Attention-guided Network for Ghost-free High Dynamic Range Imaging (CVPR 2019) đź“‘

1k+ views Sep 24, 2019
Source: Attention-guided Network for Ghost-free High Dynamic Range Imaging (AHDRNet)
“You just want attention, you don’t want my heart” — Charlie Puth

About the paper

Attention-guided Network for Ghost-free High Dynamic Range Imaging (AHDRNet) is the current state-of-the-art in HDR image generation using bracketed exposure images. It was presented at CVPR 2019, and can be read here. The primary author, Dong Gong is a Postdoctoral researcher at The University of Adelaide. His interests include machine learning and optimization in Computer Vision.

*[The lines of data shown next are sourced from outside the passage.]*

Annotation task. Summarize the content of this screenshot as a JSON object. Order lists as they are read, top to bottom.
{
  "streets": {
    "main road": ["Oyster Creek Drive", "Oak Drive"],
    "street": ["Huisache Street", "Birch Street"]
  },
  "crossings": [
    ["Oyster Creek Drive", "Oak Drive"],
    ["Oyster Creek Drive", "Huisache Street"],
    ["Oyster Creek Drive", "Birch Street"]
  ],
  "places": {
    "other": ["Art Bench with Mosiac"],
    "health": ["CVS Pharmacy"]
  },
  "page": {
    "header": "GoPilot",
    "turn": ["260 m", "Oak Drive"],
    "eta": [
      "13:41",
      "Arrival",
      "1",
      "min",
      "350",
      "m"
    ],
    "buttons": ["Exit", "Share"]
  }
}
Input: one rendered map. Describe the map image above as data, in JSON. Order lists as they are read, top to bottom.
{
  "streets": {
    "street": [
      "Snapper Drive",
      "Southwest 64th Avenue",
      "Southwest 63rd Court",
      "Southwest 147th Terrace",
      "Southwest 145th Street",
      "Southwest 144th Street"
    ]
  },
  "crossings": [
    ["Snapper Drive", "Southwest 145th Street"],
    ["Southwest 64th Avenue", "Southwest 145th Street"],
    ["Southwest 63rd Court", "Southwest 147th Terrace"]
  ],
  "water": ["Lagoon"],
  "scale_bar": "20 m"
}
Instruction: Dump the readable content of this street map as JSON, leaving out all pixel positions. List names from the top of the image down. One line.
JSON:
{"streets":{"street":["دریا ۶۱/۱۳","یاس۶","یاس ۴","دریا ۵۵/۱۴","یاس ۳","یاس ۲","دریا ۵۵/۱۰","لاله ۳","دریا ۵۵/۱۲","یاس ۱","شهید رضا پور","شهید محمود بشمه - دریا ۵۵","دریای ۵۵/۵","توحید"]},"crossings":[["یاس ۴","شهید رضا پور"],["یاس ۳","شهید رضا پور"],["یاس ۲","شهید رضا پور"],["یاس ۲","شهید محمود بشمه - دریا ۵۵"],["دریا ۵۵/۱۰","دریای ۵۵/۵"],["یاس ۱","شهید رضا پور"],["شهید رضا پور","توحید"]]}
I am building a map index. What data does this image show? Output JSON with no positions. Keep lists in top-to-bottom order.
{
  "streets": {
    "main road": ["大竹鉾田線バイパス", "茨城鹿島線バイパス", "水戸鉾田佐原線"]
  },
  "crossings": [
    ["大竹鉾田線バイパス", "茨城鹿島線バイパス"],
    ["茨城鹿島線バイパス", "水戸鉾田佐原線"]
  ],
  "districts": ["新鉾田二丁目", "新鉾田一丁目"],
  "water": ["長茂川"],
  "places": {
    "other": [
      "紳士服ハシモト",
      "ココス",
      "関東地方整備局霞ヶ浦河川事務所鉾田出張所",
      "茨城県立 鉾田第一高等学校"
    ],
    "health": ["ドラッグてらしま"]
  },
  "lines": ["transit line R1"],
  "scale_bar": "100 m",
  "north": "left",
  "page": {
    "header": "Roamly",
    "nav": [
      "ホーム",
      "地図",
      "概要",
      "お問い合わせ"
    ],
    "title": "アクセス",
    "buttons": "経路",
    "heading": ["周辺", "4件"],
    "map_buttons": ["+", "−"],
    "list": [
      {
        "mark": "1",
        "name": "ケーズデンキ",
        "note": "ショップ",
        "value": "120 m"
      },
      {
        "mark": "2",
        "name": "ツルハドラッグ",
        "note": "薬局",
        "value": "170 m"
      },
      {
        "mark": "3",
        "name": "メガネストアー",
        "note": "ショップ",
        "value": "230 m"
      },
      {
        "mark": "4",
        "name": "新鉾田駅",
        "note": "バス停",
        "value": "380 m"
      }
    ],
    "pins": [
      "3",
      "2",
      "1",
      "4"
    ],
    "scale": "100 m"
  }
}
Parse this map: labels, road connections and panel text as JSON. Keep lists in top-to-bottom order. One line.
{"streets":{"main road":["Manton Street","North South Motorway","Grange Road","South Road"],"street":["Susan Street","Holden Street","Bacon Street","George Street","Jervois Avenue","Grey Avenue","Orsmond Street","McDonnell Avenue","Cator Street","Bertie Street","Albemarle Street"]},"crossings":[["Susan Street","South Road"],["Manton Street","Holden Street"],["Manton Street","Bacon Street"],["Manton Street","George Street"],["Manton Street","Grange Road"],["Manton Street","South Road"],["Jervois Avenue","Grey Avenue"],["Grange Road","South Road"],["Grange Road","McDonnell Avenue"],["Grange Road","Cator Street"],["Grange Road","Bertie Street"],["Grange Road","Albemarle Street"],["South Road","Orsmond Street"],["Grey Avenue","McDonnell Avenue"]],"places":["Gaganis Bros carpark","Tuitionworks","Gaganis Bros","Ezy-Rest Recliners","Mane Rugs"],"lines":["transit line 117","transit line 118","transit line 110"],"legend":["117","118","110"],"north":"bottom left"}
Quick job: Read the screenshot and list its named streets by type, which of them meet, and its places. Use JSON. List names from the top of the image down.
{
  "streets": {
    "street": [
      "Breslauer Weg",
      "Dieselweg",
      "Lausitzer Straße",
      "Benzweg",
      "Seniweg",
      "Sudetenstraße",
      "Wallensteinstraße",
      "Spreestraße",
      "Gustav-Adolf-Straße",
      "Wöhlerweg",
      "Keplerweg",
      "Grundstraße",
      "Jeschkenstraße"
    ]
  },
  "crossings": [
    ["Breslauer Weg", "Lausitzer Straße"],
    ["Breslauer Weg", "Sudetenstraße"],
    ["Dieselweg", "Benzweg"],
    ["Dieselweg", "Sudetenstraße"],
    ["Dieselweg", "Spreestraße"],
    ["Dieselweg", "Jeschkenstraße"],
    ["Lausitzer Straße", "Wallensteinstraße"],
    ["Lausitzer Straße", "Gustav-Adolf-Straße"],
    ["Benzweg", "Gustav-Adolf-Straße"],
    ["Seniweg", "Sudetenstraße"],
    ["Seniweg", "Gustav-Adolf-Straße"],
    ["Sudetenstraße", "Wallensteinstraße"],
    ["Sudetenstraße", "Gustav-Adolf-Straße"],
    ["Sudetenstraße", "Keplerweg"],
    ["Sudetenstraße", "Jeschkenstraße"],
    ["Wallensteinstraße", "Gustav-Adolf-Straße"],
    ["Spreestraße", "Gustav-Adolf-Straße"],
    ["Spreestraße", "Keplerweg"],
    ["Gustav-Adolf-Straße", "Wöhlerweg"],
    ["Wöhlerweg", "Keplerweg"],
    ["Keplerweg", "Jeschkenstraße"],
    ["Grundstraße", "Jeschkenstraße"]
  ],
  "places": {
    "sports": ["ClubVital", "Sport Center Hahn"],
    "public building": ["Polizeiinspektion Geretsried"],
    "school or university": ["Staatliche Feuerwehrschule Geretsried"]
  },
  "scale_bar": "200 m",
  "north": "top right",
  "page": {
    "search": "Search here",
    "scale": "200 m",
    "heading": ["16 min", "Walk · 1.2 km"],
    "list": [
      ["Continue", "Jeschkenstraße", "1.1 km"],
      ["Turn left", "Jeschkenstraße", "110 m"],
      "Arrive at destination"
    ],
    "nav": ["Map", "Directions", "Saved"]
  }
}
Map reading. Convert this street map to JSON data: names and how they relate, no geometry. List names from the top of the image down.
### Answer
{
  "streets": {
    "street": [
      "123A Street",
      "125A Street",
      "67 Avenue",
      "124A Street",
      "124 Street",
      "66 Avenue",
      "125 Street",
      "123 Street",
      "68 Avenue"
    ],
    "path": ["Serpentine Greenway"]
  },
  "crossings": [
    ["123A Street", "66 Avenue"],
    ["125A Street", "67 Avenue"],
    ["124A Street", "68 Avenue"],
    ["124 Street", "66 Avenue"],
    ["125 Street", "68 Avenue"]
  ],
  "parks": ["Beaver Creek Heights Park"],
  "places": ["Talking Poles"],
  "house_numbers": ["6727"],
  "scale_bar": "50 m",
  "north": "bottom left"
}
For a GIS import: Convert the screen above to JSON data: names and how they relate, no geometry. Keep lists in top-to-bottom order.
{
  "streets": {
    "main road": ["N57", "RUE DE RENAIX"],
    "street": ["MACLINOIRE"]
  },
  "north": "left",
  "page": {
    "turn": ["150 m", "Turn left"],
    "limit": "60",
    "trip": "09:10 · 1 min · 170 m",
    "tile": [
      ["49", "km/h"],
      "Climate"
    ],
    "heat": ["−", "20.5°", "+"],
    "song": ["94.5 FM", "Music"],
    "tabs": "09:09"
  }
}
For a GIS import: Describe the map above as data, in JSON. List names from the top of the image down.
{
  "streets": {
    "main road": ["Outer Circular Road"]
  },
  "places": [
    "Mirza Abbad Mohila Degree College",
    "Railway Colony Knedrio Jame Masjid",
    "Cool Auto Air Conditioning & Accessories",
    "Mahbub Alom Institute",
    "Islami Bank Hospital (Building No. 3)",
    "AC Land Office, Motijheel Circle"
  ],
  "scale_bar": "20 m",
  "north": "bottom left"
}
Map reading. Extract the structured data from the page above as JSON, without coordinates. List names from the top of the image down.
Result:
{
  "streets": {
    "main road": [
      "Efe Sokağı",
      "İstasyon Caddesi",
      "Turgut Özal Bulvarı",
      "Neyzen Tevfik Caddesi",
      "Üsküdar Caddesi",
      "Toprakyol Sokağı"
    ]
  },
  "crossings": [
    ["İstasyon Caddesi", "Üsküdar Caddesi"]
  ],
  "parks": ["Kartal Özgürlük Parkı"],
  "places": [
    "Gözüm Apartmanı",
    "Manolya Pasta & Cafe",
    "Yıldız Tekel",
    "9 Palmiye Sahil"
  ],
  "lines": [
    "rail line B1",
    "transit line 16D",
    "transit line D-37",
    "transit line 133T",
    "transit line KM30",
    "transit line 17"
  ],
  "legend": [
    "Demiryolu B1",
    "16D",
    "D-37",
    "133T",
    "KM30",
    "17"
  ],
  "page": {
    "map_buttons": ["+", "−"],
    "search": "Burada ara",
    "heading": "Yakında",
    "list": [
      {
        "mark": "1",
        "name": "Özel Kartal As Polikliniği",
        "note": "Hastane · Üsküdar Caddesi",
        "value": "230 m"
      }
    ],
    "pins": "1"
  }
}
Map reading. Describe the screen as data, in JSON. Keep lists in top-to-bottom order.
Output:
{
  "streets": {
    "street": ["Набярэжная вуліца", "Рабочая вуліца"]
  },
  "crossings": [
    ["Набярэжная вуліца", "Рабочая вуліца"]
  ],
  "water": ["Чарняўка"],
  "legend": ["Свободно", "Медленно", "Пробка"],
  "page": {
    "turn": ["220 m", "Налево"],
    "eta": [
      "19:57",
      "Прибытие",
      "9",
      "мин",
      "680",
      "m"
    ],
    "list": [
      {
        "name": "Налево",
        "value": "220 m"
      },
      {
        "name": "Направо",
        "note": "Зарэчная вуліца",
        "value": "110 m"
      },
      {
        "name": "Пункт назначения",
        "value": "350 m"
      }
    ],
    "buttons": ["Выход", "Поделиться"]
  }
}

Note: Image results, network representations, formulas and tables used in this blog post have all been sourced from the paper.

El problema

For generation of an HDR image from multi-exposure bracketed LDR images, alignment of the LDR images is very important for dynamic scenes with in-frame motion. Misalignments not accounted for before merging causing ghosting (among other) artifacts. There have been several successful (almost) attempts at compensating this motion between frames by using Optical flow estimation. As it turns out, the shortcomings of flow based methods have not served the HDR cause well.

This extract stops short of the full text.